• What is expected: What you return should be only the lines in the entries below between the one holding "Map reading. What" and the one holding "Annotation task. Extract", ends included, with every picture left out.

• Available records:
○ ○ ○ ○ ○

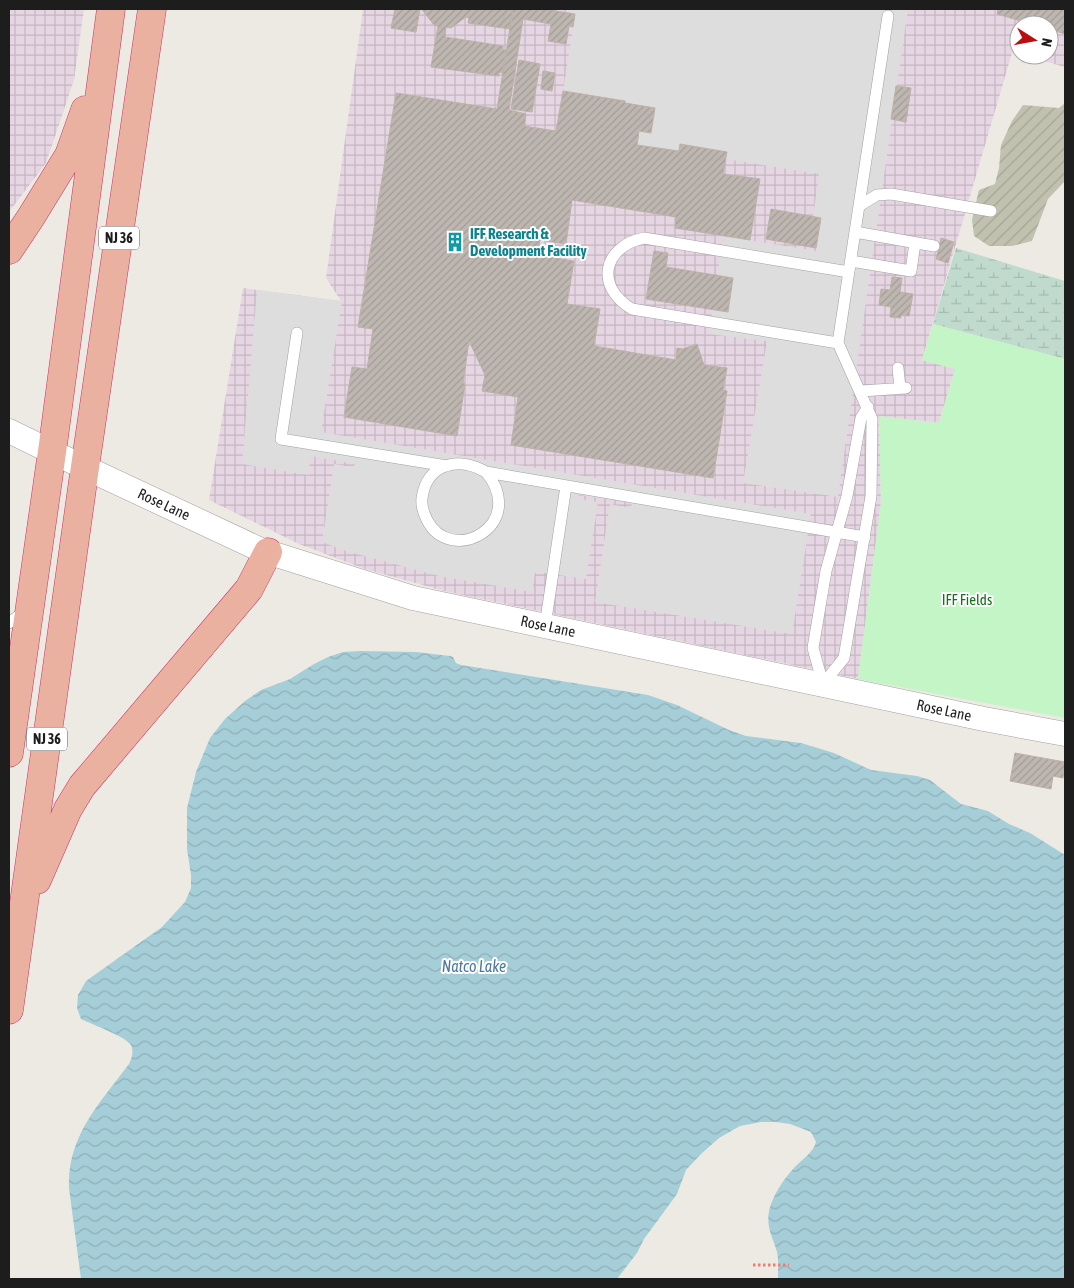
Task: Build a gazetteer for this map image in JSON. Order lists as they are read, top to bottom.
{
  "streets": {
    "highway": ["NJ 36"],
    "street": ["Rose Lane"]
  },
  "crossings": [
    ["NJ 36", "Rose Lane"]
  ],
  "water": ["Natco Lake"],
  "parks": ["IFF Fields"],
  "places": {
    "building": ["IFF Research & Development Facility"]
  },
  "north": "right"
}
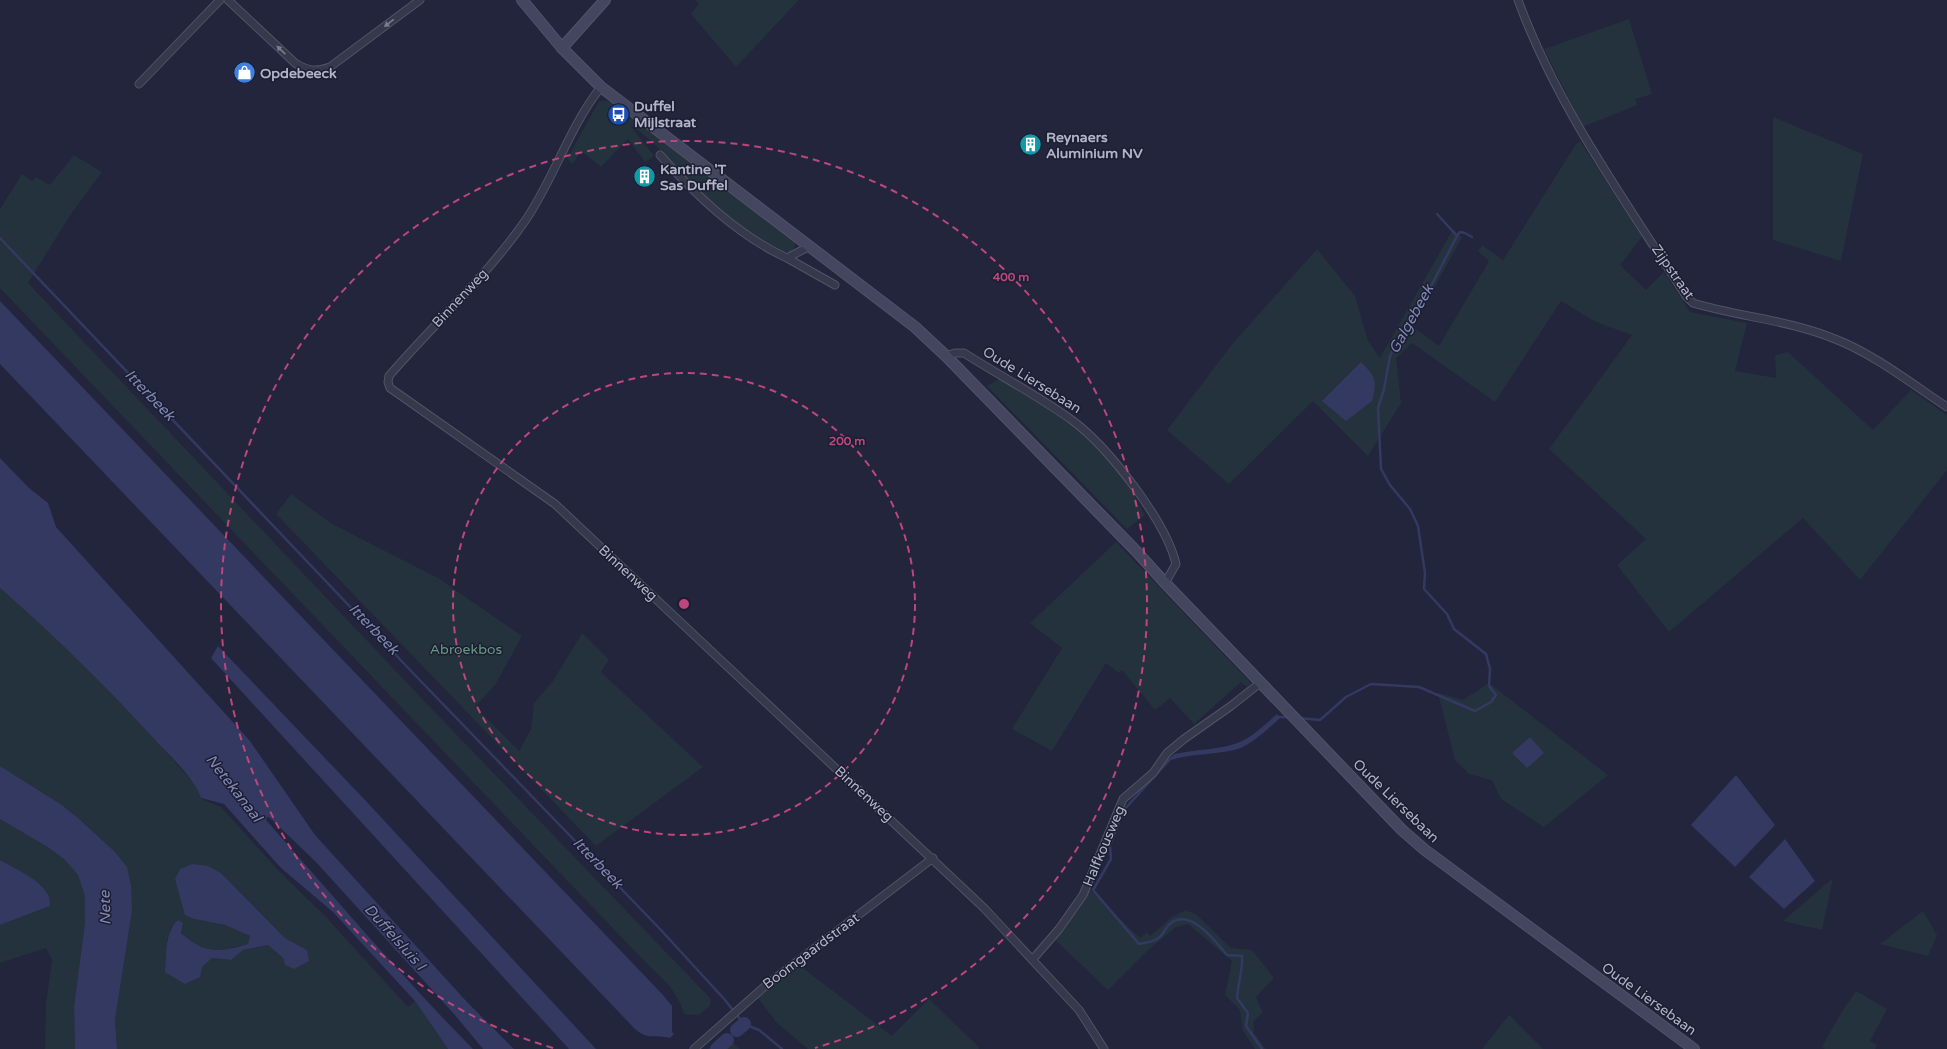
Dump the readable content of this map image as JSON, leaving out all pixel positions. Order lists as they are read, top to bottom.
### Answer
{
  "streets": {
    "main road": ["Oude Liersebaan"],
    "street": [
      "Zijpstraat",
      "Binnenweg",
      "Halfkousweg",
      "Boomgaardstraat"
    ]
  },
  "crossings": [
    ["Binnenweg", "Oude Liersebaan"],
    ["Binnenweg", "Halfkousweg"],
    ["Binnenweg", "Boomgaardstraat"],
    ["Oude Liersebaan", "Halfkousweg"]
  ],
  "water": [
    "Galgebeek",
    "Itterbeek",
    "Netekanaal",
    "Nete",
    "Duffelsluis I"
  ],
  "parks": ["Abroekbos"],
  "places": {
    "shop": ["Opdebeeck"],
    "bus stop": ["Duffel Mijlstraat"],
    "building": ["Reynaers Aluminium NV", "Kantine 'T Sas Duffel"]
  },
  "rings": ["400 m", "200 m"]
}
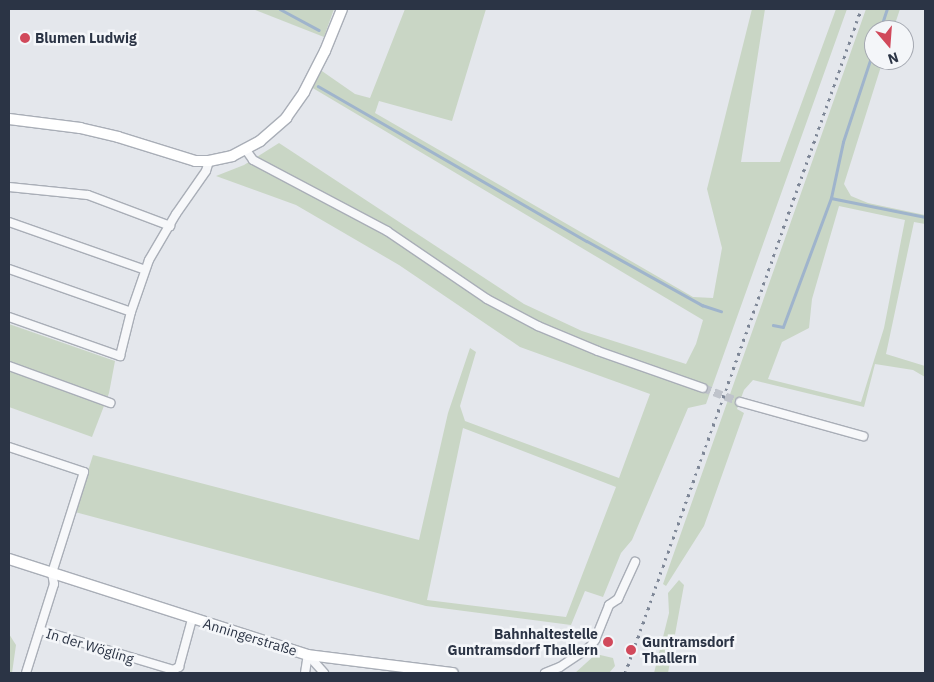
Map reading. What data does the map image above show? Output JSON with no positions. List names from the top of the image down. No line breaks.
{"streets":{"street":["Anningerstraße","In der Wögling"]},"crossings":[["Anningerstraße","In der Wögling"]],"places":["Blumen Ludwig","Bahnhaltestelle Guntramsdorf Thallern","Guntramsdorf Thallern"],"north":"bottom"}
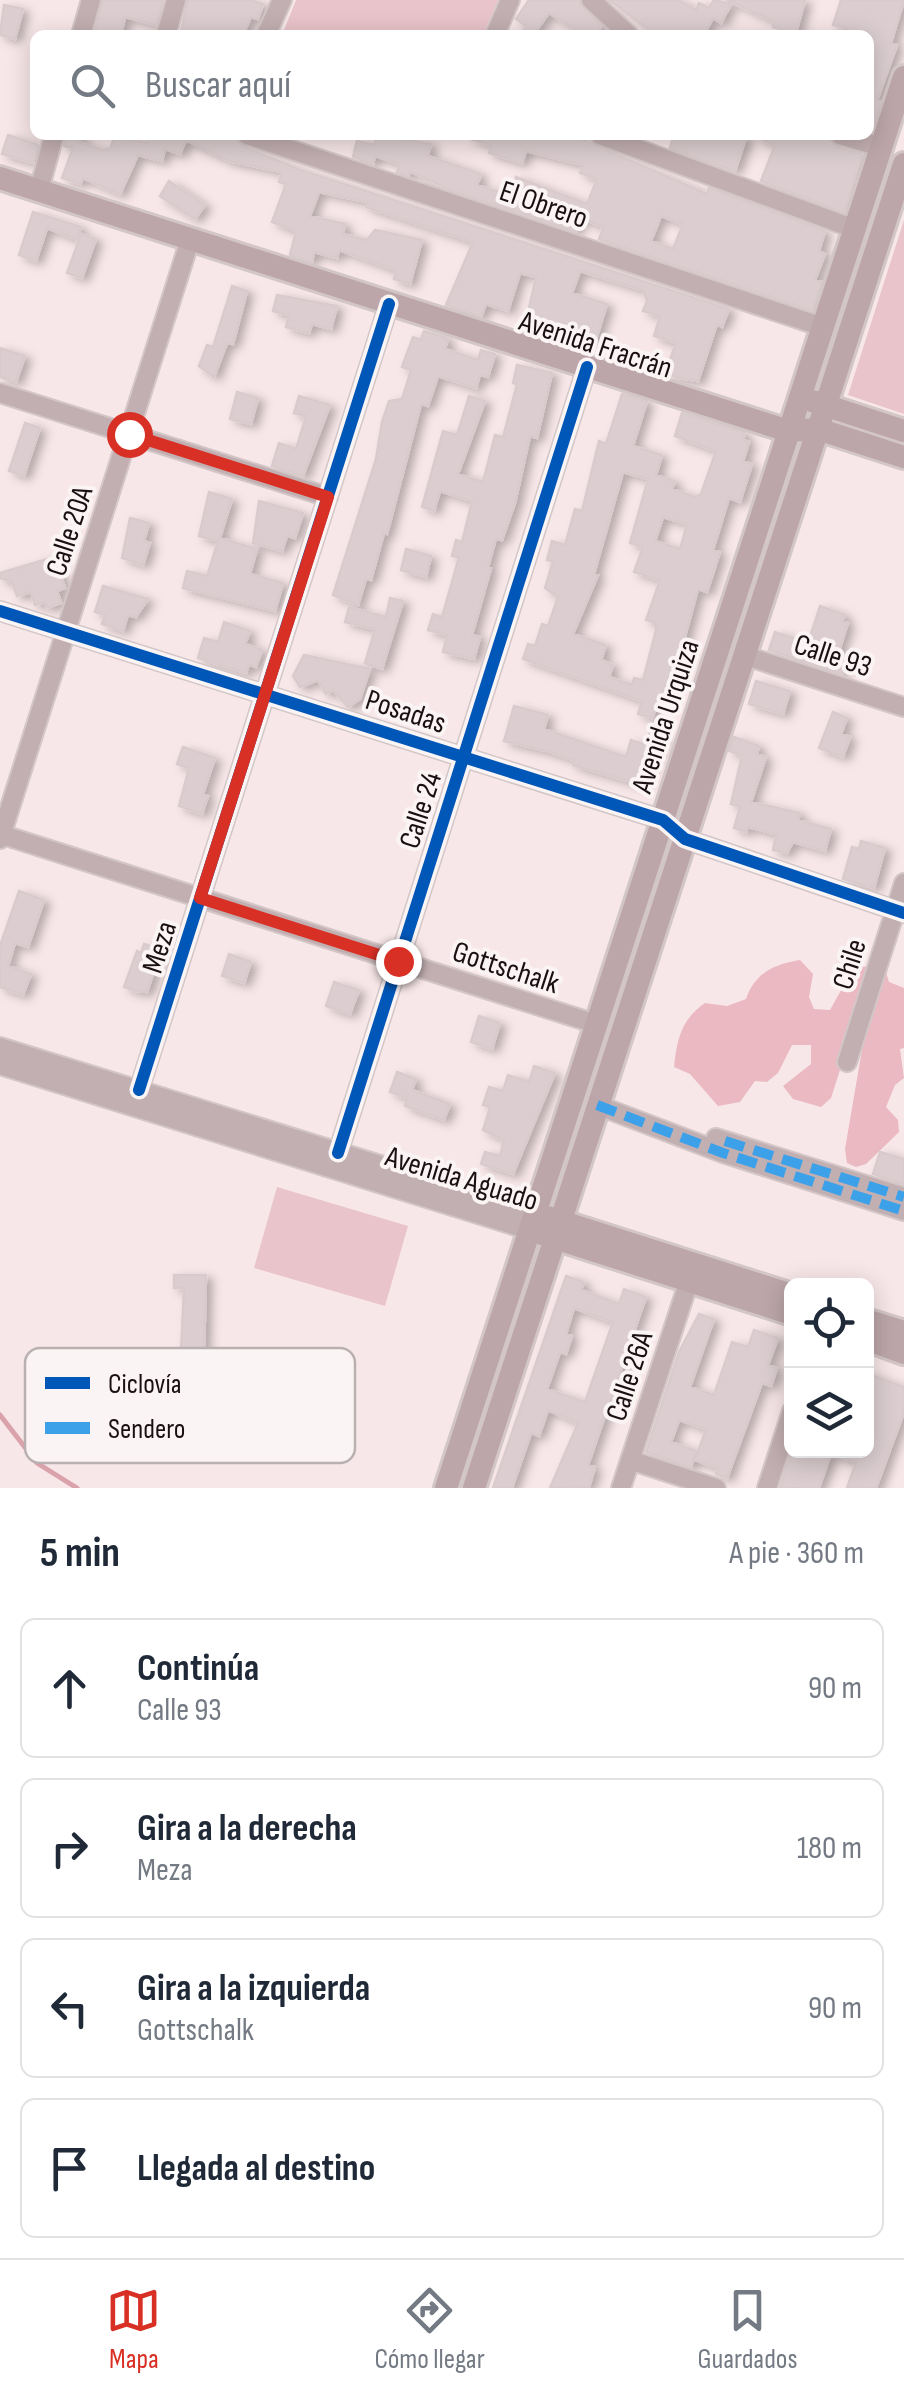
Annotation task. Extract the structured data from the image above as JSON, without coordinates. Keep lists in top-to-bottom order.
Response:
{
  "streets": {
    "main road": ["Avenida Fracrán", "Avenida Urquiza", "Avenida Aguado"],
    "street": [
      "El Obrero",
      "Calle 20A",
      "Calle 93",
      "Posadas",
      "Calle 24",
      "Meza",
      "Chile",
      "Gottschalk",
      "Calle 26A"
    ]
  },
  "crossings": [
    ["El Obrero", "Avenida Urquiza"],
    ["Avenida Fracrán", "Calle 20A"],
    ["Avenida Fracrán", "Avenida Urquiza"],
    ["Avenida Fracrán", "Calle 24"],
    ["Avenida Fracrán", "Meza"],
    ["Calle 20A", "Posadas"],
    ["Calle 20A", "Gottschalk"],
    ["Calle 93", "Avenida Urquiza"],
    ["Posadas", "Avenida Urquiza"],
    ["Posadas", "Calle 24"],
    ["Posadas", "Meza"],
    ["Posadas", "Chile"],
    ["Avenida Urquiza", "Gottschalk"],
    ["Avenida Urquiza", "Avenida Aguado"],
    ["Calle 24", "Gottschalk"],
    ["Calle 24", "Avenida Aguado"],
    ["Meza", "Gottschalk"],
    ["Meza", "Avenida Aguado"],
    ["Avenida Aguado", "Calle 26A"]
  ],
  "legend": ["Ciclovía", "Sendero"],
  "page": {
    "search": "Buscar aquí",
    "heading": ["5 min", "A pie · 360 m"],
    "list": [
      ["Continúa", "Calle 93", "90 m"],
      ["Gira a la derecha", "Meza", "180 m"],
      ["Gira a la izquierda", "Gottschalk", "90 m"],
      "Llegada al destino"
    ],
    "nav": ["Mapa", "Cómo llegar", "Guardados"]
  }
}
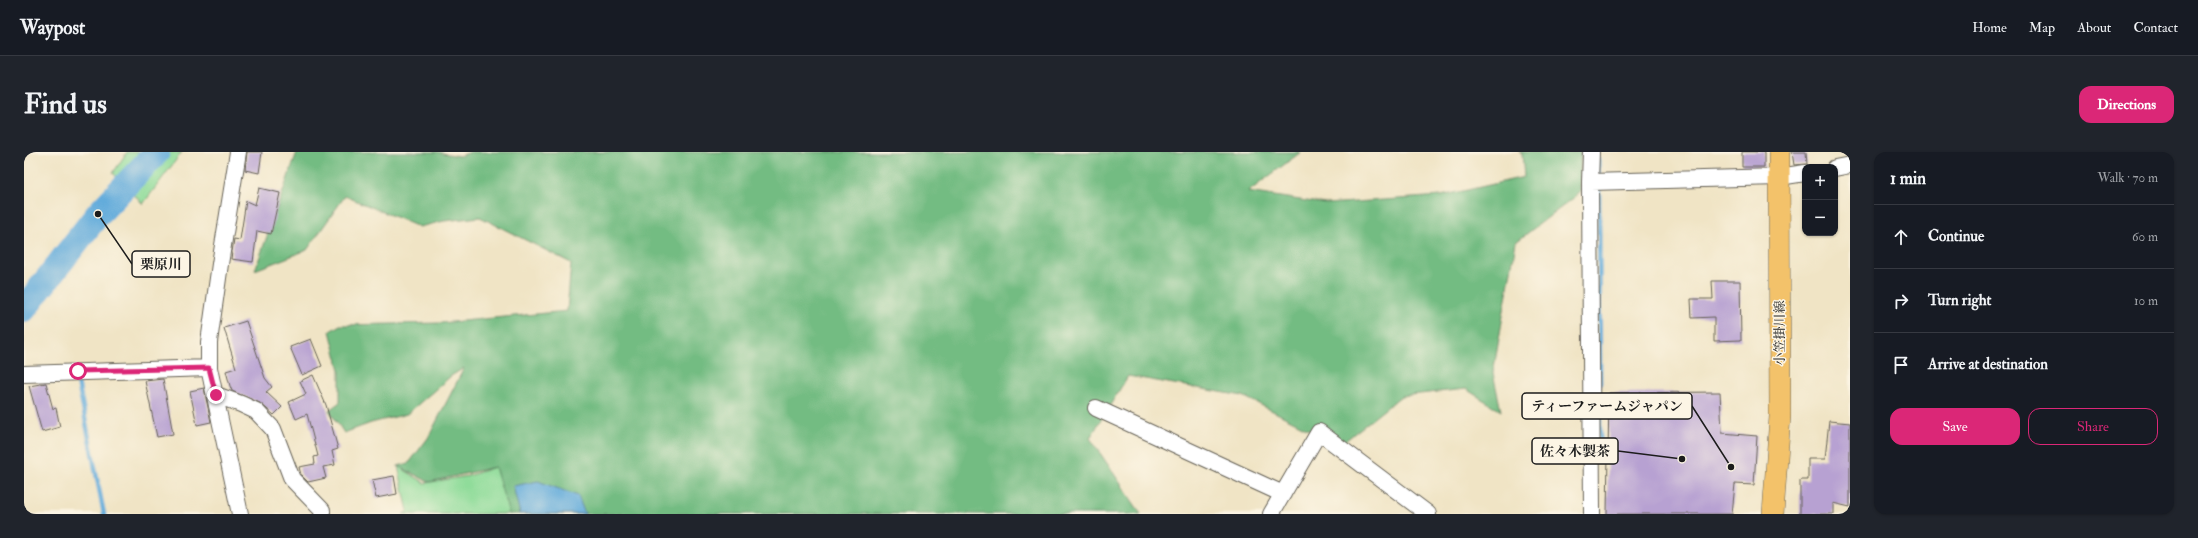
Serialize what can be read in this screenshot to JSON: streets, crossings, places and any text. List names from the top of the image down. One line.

○ ○ ○ ○ ○

• Completed exercise:
Map reading. What data does the map image above show? Output JSON with no positions. List names from the top of the image down. No line breaks.
{"streets":{"street":["Anningerstraße","In der Wögling"]},"crossings":[["Anningerstraße","In der Wögling"]],"places":["Blumen Ludwig","Bahnhaltestelle Guntramsdorf Thallern","Guntramsdorf Thallern"],"north":"bottom"}
Annotation task. Extract the structured data from the image above as JSON, without coordinates. Keep lists in top-to-bottom order.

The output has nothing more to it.